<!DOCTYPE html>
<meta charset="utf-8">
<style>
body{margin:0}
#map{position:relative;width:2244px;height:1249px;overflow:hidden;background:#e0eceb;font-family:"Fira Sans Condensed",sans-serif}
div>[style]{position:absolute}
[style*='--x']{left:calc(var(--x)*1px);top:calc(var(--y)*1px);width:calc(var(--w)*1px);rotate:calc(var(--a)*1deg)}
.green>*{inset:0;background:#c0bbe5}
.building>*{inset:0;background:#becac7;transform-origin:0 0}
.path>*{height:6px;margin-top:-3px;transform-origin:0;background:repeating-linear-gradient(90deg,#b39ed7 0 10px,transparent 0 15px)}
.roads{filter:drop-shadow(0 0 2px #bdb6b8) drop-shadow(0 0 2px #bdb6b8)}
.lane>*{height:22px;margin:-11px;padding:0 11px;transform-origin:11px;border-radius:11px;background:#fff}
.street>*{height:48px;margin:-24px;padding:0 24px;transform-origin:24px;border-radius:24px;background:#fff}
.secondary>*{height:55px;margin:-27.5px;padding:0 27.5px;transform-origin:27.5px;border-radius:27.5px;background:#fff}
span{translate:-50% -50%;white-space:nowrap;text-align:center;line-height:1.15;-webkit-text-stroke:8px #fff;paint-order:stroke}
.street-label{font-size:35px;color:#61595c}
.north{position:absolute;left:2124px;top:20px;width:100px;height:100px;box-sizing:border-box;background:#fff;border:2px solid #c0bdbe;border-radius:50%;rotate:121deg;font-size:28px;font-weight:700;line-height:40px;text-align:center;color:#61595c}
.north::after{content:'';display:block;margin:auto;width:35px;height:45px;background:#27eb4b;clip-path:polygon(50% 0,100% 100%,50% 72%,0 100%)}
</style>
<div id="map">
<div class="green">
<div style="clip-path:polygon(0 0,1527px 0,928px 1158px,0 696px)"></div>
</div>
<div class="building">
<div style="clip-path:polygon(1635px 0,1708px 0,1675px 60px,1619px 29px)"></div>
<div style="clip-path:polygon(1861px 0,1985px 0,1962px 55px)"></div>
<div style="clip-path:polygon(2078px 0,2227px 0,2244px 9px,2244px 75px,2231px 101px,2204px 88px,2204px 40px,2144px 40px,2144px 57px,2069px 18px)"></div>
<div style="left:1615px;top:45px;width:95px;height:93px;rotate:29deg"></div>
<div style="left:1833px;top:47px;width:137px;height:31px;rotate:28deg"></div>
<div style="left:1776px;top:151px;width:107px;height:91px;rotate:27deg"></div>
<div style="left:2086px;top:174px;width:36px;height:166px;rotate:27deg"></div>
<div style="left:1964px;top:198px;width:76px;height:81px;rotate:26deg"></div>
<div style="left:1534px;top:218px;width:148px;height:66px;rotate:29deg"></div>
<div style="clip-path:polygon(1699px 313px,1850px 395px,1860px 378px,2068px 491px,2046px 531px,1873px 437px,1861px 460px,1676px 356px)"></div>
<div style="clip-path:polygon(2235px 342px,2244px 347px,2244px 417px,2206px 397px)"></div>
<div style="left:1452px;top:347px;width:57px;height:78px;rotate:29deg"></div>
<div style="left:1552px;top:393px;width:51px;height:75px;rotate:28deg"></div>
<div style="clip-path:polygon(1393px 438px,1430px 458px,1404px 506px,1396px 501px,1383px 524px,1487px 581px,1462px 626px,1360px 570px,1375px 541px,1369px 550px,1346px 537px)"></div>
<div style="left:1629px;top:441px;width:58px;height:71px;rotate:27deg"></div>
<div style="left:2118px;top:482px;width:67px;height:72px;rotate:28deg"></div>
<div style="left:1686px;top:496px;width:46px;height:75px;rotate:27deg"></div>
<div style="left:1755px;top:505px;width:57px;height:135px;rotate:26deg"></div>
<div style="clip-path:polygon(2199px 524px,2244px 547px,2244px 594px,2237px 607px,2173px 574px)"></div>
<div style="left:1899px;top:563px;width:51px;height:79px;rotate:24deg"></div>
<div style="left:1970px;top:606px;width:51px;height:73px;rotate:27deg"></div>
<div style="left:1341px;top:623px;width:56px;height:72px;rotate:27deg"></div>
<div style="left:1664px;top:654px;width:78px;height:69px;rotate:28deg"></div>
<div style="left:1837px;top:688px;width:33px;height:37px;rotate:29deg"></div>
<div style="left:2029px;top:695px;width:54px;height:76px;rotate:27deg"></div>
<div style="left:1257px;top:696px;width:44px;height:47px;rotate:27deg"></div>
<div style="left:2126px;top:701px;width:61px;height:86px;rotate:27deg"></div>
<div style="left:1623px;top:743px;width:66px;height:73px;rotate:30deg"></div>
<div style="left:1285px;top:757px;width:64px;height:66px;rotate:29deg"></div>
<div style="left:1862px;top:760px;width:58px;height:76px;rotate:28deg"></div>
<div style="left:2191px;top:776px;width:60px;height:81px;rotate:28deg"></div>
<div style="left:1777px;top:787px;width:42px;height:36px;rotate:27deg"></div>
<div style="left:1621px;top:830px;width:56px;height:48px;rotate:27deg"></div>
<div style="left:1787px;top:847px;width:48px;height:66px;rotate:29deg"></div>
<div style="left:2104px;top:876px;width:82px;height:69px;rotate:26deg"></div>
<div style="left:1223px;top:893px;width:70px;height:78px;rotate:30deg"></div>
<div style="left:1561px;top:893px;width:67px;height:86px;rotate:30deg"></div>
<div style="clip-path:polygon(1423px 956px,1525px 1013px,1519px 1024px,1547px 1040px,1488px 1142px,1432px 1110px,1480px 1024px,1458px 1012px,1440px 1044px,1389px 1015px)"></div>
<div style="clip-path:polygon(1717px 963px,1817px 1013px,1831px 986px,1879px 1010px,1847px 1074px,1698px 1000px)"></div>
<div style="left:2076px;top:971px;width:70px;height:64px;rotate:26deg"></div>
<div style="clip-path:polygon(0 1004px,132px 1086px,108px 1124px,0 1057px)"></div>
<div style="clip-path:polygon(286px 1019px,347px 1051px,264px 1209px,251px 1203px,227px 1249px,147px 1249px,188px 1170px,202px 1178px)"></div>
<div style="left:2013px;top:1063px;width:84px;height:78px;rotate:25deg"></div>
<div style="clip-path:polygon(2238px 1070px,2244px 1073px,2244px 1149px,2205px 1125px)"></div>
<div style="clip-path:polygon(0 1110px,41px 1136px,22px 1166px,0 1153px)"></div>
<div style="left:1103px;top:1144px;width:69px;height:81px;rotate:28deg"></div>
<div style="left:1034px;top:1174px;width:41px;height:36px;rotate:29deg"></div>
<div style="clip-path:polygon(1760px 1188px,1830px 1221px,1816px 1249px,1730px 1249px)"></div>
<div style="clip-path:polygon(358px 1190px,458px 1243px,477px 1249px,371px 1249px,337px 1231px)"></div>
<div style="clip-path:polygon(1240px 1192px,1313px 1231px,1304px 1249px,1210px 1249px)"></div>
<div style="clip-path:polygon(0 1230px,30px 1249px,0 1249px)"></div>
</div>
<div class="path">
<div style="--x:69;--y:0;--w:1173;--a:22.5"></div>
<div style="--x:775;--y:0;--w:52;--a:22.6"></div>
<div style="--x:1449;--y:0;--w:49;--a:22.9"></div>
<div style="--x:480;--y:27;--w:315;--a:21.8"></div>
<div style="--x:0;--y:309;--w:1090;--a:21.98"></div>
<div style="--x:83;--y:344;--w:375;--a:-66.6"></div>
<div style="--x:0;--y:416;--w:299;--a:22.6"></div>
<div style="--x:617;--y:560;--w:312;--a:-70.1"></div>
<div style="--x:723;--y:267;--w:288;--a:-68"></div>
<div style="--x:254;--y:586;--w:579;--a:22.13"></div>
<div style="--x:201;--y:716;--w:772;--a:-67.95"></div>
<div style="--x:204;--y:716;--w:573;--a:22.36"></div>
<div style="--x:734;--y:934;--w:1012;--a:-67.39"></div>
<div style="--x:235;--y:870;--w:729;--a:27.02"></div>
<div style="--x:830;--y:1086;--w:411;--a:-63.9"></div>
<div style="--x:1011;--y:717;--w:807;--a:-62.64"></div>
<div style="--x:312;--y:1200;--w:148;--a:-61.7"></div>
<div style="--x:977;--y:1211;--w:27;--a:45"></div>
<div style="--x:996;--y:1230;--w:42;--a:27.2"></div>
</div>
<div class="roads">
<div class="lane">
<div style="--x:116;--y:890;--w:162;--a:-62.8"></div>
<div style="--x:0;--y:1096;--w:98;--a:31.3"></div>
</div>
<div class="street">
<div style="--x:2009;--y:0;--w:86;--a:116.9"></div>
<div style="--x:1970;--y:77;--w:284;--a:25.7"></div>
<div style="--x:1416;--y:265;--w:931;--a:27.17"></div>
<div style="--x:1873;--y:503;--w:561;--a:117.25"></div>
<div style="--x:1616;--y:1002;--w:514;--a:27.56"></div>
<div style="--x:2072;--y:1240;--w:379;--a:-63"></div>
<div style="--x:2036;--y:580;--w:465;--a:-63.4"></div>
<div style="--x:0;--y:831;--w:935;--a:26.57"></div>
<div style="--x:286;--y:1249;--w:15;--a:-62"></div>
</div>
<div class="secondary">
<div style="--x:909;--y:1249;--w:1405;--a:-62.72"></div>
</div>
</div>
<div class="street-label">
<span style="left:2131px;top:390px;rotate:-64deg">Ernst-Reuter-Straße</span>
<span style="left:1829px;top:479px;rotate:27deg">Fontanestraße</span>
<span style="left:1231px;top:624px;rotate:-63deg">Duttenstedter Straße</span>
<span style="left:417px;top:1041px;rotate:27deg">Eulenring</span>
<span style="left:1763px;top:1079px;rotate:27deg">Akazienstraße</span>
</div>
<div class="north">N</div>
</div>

━━━━

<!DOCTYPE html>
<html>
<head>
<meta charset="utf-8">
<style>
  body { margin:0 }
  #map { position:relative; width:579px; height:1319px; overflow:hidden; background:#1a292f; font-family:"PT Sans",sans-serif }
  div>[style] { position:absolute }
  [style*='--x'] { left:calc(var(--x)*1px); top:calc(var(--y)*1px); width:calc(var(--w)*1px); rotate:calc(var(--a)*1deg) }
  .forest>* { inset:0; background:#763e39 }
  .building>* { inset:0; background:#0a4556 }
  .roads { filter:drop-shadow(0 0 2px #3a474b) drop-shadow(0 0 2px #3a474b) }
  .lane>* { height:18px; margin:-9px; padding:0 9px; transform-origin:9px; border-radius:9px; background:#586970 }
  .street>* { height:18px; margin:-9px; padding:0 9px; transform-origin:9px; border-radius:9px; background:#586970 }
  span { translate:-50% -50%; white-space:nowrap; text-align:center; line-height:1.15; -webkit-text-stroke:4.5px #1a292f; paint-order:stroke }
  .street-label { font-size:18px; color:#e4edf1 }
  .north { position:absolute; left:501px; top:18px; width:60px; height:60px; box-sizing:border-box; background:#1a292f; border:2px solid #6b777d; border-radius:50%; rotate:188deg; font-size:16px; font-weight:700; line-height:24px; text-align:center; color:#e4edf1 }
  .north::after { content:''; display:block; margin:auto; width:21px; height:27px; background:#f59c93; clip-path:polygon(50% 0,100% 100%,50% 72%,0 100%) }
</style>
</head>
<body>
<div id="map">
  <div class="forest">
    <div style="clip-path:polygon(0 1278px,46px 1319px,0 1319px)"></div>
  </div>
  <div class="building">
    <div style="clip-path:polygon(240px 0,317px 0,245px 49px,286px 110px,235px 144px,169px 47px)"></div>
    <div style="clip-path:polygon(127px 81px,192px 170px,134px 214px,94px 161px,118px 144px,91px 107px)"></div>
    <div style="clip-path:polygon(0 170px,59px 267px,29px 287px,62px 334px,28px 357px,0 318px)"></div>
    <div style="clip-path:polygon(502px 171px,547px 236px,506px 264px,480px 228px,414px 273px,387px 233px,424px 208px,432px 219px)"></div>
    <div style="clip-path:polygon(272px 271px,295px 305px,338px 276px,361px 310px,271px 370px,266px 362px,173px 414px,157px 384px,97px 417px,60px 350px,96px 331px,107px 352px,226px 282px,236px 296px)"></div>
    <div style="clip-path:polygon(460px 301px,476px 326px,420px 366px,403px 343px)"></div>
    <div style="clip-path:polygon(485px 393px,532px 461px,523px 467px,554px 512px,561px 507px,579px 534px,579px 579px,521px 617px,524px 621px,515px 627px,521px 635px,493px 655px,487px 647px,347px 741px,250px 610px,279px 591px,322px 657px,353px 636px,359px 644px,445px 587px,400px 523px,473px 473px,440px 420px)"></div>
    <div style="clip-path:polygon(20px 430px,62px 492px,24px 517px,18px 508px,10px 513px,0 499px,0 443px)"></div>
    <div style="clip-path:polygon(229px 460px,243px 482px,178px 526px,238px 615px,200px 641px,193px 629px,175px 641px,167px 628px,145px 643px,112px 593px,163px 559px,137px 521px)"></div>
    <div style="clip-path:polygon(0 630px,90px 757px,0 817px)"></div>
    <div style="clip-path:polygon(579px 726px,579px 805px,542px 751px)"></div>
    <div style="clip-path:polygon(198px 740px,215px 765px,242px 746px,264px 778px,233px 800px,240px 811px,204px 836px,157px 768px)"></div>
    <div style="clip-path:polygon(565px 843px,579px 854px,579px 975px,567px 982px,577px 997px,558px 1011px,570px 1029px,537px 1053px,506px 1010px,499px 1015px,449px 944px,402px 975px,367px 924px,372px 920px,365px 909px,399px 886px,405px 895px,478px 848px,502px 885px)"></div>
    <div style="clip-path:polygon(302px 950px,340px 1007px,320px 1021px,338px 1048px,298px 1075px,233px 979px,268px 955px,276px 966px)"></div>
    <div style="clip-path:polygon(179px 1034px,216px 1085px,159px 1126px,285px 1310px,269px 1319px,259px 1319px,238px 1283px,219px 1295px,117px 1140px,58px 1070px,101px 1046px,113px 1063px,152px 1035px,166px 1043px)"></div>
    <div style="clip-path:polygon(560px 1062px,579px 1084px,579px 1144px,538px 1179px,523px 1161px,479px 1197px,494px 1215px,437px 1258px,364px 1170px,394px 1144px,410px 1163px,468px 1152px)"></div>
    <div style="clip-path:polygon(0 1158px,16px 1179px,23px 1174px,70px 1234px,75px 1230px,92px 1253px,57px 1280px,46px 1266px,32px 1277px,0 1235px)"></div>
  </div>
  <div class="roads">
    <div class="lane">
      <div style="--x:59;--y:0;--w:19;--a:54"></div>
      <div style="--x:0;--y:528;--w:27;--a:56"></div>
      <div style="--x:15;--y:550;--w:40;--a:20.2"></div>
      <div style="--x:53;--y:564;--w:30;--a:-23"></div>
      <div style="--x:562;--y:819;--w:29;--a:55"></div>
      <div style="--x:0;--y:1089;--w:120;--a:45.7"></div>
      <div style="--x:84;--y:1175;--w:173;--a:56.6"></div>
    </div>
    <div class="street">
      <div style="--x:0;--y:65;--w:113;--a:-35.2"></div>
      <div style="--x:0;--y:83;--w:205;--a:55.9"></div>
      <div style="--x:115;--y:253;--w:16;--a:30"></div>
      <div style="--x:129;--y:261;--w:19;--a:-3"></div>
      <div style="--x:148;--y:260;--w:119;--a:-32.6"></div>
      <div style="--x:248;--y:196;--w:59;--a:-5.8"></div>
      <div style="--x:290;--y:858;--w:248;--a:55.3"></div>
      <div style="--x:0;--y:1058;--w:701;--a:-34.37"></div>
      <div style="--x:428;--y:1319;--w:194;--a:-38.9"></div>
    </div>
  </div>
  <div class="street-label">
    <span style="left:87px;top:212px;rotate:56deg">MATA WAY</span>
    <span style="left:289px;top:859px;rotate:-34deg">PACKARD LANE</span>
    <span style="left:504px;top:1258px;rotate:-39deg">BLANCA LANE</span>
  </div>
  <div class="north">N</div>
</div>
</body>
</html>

━━━━

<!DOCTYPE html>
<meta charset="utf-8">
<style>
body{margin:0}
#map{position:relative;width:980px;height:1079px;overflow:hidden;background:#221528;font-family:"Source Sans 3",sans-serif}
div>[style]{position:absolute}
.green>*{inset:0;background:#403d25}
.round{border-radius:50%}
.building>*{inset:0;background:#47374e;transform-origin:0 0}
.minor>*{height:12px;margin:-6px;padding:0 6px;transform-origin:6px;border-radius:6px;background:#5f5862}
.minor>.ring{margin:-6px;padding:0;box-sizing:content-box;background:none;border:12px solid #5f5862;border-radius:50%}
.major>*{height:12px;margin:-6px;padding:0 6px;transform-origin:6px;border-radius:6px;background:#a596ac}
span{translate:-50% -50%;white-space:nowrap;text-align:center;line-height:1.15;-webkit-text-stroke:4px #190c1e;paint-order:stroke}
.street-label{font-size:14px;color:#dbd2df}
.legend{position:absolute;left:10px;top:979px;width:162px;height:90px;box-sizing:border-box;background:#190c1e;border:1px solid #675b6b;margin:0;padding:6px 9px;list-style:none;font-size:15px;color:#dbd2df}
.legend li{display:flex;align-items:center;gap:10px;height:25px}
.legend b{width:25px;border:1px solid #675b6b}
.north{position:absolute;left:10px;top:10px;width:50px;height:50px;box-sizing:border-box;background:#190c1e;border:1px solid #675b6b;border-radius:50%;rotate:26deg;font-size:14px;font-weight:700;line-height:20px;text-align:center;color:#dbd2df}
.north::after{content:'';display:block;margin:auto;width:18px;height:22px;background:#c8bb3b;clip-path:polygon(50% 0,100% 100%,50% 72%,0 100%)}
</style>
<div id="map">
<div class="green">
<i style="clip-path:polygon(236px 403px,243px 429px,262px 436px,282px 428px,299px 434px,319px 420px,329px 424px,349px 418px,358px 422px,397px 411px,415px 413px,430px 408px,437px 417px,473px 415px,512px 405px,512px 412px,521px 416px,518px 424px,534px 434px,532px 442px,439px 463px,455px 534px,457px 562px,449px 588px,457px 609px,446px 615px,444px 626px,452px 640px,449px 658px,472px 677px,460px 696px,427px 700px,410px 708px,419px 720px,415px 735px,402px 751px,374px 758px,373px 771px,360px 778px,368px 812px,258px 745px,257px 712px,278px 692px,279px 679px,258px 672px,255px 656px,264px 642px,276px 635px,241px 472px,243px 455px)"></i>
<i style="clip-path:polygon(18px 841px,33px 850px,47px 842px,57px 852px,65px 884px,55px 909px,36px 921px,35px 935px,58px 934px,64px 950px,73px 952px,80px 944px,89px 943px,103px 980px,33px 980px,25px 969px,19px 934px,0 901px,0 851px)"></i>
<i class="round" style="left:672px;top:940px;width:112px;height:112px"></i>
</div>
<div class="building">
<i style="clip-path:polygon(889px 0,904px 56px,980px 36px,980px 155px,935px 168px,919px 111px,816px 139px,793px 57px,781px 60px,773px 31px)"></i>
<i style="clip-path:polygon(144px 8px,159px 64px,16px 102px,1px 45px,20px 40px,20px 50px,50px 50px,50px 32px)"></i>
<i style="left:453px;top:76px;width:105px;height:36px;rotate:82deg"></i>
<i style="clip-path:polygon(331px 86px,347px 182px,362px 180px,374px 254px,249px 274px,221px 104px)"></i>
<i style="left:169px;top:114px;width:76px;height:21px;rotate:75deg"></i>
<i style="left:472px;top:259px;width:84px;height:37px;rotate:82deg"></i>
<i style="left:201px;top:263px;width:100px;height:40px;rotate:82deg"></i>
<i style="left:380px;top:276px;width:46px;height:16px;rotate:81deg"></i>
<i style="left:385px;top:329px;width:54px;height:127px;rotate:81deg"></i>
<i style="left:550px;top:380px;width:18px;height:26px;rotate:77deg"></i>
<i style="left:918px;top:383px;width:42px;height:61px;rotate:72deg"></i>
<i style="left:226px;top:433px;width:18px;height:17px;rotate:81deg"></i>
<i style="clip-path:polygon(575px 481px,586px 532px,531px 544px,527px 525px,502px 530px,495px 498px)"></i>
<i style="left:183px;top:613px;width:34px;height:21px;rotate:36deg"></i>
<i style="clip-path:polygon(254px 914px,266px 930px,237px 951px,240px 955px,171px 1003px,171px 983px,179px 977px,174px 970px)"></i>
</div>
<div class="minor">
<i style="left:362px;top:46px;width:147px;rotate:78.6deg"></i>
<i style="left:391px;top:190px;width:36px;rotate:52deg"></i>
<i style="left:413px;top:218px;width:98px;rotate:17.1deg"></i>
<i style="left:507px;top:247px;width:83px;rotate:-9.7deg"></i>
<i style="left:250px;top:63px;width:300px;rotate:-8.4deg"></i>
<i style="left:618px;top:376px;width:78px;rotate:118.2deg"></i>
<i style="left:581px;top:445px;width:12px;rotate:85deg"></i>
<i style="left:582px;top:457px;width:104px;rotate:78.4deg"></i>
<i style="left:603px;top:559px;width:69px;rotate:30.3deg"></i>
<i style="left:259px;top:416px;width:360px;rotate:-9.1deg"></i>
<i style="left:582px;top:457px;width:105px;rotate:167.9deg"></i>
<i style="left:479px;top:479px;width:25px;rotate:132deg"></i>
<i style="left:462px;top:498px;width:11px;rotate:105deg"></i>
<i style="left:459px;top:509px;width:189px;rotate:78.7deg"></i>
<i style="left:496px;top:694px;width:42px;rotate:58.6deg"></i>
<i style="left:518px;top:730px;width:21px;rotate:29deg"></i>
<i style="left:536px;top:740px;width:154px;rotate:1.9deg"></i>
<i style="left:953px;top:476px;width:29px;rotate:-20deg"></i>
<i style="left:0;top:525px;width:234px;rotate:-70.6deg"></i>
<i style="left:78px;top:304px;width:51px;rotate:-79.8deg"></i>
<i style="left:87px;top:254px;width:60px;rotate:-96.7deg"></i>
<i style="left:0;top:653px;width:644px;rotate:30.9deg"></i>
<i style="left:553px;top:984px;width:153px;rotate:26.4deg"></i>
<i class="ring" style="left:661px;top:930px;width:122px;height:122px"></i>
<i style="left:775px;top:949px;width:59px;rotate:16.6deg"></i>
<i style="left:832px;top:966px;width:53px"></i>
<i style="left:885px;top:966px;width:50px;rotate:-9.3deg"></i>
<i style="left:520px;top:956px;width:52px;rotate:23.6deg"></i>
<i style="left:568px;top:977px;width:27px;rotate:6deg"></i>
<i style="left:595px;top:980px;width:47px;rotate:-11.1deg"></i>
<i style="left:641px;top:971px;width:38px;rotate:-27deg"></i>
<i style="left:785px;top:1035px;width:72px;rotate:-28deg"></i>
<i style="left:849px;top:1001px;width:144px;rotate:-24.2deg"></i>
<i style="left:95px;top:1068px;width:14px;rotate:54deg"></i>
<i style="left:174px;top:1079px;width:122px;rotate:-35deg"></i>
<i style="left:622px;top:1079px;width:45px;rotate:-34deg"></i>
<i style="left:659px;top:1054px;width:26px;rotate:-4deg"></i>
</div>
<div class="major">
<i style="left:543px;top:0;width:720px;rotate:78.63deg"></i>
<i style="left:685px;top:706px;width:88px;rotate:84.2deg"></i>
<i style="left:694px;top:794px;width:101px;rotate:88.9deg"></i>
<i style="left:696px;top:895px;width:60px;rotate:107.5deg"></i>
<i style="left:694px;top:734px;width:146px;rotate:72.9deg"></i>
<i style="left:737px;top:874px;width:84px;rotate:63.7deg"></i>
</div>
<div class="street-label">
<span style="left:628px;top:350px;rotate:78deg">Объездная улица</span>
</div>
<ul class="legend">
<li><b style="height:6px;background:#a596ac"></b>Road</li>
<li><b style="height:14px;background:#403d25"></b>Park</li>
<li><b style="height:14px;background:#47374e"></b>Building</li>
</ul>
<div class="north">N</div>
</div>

━━━━

What you have to do: Return all lines from the data above with "calc" in them.

Solution for this task:
[style*='--x']{left:calc(var(--x)*1px);top:calc(var(--y)*1px);width:calc(var(--w)*1px);rotate:calc(var(--a)*1deg)}
  [style*='--x'] { left:calc(var(--x)*1px); top:calc(var(--y)*1px); width:calc(var(--w)*1px); rotate:calc(var(--a)*1deg) }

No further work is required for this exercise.